DOI: 10.3923/tmr.2007.27.36

URL: https://scialert.net/abstract/?doi=tmr.2007.27.36

INTRODUCTION

Injuries to the head and neck are the leading causes of death from motorcycle crashes, with many deaths occurring despite optimal use of the available and sophisticated therapy measures. At the same time, there is substantial evidence that motorcycle safety helmets are effective in reducing the incidence and severity of head injuries due to motorcycle crashes (Sosin et al., 1990). According to the reports, death is the outcome for only 1% of motorcyclists injured severely enough to receive medical care (Barancik et al., 1986), while non-use of motorcycle helmets results in a shift in the spectrum of injuries, not only to more fatalities but also to more severe nonfatal injuries (Sosin et al., 1990).

States introducing mandatory helmet use laws have been reported to experience a decrease in the number of both fatal and nonfatal motorcycle crashes, while States repealing helmet laws have experienced subsequent increases in motorcycle trauma (Chenier and Evans, 1987; Watson et al., 1980).
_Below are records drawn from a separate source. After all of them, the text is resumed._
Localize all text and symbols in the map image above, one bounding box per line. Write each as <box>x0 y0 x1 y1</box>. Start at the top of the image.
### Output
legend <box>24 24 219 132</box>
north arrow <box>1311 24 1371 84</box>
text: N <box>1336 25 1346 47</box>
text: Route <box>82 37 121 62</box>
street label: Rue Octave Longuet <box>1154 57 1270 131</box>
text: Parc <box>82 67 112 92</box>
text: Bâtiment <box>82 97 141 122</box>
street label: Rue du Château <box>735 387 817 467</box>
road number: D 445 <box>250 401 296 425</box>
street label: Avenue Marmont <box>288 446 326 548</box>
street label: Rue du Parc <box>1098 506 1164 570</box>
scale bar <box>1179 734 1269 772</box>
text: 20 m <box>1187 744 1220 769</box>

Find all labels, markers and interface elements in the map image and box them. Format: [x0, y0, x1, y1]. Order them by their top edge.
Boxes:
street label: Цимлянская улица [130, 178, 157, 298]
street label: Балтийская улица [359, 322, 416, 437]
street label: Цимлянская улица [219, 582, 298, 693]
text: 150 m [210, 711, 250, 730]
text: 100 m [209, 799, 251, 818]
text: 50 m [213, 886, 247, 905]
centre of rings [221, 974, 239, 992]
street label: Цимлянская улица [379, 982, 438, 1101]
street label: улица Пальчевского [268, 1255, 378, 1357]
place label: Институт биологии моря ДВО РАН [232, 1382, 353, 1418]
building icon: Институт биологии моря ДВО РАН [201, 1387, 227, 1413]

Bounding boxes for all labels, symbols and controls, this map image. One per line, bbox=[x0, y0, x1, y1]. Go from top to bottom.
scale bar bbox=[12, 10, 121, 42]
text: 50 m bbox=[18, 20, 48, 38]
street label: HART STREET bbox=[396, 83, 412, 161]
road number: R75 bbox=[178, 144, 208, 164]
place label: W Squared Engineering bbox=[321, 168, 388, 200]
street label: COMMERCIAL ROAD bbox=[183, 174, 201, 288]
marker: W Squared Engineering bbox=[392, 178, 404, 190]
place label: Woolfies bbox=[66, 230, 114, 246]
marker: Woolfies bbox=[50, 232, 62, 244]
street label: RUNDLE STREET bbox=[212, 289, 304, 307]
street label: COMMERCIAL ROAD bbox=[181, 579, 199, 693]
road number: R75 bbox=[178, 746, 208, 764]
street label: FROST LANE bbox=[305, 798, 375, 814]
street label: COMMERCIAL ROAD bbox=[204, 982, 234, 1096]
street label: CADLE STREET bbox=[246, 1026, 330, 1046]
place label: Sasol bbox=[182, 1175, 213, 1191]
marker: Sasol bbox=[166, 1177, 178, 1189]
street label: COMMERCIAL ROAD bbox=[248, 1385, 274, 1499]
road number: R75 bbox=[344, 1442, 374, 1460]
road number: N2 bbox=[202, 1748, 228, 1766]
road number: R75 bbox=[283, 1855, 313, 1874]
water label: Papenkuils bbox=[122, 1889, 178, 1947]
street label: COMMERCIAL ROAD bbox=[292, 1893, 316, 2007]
According to a survey report, the statewide motorcycle crash fatalities decreased by 37.5% from 1991 to 1992, more than 37% fatalities were prevented and the incidence of head injuries decreased significantly among both fatally and non-fatally injured motorcyclists, due to the mandatory helmet use law (Kraus et al., 1994).

Chiu et al. (2000) demonstrated the effectiveness of the motorcycle helmet use law, as shown by several trends: a 33% decrease in motorcycle-related injuries; decreases in severity of injury, associated injuries, and length of hospital stay and better outcome. According to the study, data provided by the Department of Health showed that after implementation of the helmet law, the number of motorcycle-related injuries decreased by 14%, length of hospital stay decreased by 14.5% and costs of hospitalizations from motorcycle-related injuries decreased by an average of US $3.93 million per month. Furthermore, the total number of fatalities from motorcycle head injuries decreased by 561 between 1996 and 1997. Yet another study concluded that head injury is a common injury outcome among motorcyclists who crash and the motorcycle helmet has been the principal countermeasure for decreasing head injury in crashes (Krantz, 1985). Many other studies of helmet effectiveness have concluded that helmets decrease the severity of injury, the likelihood of death, and the overall cost of medical care (Fleming and Becker, 1992, McSwain and Belles, 1990).

To improve voluntary helmet use in the absence of mandatory helmet-use laws, motorcyclists need an increased awareness of their vulnerability. The ground reality, however, is just the converse: 1) Most injured motorcyclists who do not wear helmets report that they did not expect to be injured; 2) 40% of the head injury-associated deaths are ascribed to the motorcyclist’s loss of control, not, apparently, to some action of the driver of another motor vehicle; 3) Changes in speed limit laws, access to alcohol, or vehicle miles traveled do not appear to explain the temporal trend. Under these circumstances, comprehensive motorcycle helmet-use legislation appears to be a viable and scientifically sound component of the efforts to prevent injury.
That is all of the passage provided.